* _Task to complete_: Below are lines of data. Give the number of them that contain the string "strokeStyle", and nothing else.

[Records contained in a dataset]
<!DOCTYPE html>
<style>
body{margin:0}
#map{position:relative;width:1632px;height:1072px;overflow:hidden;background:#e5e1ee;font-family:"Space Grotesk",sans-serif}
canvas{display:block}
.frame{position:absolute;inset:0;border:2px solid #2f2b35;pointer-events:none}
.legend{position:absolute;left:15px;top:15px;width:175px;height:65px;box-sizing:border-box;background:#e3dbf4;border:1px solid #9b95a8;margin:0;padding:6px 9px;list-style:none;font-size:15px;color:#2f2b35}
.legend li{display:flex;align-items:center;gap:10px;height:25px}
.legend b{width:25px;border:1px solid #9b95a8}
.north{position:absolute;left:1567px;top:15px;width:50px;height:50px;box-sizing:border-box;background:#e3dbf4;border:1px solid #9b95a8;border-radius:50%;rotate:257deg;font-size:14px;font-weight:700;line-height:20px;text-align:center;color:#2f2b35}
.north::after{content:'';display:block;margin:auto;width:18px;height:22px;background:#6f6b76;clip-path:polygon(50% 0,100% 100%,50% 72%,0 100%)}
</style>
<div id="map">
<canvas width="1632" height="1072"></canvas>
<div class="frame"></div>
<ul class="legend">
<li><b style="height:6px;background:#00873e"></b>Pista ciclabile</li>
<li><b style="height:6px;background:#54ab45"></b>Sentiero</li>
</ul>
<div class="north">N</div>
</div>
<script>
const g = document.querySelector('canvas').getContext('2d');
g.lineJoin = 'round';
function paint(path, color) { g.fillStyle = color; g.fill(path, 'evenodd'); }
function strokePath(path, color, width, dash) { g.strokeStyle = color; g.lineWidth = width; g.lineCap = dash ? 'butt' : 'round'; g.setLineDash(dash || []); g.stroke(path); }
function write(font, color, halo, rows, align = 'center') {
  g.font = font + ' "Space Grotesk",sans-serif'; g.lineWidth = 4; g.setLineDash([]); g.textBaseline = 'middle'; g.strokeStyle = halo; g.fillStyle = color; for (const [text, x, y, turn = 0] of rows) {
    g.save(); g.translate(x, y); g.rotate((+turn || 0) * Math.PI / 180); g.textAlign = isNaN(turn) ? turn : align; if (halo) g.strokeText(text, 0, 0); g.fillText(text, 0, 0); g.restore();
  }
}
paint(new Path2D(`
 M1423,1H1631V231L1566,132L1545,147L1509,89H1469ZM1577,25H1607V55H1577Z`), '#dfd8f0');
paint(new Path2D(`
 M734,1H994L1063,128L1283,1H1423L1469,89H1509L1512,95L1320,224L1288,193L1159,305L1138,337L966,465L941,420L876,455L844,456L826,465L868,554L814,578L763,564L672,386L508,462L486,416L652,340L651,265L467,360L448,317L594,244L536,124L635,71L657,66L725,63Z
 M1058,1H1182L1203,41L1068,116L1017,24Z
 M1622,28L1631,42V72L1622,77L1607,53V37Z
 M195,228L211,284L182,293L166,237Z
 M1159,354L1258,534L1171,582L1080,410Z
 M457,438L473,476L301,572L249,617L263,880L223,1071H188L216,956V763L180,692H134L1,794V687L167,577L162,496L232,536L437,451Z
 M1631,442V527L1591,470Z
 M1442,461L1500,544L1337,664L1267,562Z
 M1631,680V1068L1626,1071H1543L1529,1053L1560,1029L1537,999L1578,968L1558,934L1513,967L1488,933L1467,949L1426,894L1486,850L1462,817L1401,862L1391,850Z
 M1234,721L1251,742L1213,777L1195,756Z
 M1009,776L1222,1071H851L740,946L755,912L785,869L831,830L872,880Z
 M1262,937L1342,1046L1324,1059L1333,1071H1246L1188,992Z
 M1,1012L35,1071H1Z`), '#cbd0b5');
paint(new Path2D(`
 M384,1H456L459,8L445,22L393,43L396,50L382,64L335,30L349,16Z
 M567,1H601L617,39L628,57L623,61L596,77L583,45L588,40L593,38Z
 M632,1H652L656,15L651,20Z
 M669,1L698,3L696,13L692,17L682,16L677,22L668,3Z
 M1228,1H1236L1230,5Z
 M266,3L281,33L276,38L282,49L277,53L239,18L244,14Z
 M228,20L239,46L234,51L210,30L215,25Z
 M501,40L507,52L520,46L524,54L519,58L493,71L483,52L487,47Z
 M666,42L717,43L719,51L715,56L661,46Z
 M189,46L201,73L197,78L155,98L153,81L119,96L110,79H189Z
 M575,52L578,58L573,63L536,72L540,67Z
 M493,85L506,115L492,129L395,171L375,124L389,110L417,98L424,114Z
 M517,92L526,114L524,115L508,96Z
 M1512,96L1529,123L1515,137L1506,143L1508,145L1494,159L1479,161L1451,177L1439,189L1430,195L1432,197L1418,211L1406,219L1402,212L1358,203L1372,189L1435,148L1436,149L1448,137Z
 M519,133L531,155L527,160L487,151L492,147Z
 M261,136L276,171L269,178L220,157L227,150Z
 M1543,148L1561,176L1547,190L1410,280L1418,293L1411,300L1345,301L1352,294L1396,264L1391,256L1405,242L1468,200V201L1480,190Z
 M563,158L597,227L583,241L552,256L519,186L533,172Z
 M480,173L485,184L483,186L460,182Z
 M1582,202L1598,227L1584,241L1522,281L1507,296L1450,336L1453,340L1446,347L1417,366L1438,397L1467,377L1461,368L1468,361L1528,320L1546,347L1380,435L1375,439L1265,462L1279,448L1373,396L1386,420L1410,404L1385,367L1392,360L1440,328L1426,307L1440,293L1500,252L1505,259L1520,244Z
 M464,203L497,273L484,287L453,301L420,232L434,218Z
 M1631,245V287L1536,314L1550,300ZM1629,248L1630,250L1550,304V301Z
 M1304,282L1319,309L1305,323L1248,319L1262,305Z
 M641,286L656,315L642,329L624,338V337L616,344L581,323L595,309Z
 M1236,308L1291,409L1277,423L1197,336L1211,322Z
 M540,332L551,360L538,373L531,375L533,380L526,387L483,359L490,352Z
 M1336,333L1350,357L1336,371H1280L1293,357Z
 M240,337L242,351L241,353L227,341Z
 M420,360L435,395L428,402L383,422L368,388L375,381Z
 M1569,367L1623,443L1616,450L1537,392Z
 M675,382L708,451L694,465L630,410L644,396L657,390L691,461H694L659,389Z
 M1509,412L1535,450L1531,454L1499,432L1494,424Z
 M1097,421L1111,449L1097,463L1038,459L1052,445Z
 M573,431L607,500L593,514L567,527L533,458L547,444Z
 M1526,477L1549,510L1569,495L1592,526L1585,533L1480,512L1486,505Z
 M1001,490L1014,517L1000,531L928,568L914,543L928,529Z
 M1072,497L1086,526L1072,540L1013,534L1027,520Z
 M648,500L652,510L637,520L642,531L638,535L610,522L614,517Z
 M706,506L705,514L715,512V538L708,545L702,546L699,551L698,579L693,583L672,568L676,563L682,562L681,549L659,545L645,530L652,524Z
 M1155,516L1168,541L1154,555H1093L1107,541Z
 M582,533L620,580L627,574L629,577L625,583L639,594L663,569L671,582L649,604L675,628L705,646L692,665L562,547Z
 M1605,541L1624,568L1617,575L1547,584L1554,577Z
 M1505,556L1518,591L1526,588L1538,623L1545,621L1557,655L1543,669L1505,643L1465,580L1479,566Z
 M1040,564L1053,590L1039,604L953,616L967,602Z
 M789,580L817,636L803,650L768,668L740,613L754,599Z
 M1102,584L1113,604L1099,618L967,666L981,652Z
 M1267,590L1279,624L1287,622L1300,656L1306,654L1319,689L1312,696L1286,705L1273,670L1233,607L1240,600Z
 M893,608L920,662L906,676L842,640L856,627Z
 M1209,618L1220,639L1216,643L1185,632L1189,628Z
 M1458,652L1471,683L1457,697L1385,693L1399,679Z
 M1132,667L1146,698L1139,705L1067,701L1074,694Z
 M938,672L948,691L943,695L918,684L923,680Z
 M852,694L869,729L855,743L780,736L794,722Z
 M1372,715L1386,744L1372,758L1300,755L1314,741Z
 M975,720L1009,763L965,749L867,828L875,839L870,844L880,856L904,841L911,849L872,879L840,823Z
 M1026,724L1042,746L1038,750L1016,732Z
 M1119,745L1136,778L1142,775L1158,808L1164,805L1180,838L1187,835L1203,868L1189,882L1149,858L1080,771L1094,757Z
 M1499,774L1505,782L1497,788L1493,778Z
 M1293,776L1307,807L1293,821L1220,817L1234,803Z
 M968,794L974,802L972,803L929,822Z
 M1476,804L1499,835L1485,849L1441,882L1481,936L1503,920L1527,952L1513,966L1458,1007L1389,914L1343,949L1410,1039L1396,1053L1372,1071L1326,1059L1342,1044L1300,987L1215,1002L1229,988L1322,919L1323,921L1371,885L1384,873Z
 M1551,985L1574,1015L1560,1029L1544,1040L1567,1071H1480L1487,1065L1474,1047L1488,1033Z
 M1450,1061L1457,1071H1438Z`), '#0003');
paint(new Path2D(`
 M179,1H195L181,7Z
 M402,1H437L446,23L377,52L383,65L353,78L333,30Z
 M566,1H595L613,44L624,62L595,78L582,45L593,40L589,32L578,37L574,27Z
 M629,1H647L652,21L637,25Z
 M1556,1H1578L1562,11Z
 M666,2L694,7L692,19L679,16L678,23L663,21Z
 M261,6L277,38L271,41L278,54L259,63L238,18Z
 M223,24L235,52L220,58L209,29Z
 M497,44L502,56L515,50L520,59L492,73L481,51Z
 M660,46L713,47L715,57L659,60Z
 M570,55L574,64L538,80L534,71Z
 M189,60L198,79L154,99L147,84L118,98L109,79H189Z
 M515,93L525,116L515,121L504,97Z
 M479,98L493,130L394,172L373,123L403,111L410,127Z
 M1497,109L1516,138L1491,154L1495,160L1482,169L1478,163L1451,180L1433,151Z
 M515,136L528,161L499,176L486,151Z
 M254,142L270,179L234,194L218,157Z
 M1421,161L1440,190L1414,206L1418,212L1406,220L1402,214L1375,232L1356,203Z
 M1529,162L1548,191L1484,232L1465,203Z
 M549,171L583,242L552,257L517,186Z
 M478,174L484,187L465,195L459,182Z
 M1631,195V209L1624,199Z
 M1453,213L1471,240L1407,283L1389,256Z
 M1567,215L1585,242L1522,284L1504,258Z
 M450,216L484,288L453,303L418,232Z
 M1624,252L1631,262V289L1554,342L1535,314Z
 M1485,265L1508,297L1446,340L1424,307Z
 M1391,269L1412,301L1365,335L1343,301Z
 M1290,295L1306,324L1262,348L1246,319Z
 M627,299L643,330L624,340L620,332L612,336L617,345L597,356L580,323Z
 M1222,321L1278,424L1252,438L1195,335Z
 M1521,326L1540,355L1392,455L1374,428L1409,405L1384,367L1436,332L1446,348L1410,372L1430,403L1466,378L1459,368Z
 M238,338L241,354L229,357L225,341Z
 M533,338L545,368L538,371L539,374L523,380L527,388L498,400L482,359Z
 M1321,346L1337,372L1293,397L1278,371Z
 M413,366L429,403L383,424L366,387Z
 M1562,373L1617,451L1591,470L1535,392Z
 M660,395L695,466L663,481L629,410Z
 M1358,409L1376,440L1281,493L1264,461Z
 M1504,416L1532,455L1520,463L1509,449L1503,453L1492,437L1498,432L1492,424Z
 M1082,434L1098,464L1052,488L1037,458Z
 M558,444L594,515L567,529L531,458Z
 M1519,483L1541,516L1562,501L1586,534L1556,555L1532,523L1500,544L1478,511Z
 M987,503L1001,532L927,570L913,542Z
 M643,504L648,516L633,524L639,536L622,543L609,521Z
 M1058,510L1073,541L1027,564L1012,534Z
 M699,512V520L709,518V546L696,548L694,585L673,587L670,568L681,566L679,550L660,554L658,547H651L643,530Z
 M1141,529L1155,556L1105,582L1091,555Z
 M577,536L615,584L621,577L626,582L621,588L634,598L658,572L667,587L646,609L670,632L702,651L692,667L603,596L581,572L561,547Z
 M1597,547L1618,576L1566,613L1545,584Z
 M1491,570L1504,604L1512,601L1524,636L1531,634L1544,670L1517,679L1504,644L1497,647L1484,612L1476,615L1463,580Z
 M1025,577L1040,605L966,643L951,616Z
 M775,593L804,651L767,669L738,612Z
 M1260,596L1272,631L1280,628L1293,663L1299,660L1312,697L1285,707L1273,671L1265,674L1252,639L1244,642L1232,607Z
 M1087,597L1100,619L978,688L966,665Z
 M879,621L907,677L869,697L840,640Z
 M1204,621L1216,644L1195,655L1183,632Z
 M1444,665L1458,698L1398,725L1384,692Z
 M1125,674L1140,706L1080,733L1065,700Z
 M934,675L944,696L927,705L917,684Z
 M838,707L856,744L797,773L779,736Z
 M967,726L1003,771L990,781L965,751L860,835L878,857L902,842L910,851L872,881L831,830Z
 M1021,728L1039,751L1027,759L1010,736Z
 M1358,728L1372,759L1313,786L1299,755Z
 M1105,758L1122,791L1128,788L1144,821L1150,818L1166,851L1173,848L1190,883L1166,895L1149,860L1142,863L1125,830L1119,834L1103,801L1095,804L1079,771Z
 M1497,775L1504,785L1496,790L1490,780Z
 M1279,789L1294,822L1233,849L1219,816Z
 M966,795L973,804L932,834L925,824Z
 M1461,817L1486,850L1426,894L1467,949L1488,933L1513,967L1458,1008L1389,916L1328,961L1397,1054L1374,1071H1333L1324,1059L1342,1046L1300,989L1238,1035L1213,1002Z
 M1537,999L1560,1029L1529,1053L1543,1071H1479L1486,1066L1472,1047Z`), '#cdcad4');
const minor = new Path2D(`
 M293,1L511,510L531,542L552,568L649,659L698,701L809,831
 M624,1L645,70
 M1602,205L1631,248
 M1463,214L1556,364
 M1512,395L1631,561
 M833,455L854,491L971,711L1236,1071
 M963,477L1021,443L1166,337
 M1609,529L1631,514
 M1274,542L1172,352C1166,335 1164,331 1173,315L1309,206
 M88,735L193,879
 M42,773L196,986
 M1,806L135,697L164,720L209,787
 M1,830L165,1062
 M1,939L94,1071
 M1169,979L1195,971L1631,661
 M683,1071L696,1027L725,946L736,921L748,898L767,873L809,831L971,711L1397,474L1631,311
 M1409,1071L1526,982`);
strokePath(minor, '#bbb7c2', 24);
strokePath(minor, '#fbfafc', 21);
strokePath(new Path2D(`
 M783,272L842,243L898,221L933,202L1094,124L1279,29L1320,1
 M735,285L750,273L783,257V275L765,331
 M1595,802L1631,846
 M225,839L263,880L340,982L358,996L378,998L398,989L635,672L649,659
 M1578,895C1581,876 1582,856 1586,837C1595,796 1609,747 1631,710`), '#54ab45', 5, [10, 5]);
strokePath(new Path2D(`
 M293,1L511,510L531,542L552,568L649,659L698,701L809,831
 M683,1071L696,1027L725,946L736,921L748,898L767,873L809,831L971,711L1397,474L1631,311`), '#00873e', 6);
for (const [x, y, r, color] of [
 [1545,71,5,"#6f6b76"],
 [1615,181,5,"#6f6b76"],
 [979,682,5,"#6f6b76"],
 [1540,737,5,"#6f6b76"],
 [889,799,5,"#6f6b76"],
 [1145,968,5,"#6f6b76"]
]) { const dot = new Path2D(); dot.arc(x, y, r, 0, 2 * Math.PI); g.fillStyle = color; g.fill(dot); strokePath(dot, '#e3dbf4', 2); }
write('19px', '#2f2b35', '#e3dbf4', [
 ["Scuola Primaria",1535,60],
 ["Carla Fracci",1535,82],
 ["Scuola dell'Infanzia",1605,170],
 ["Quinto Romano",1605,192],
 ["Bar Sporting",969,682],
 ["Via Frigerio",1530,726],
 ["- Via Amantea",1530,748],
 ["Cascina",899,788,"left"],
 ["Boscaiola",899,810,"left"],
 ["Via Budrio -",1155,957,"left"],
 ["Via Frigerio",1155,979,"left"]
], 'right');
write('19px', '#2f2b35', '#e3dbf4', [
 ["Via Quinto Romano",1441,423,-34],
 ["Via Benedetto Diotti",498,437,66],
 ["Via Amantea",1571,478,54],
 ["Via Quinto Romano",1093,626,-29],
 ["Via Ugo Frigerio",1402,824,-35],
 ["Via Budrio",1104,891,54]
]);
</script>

* _Exercise answer_: 2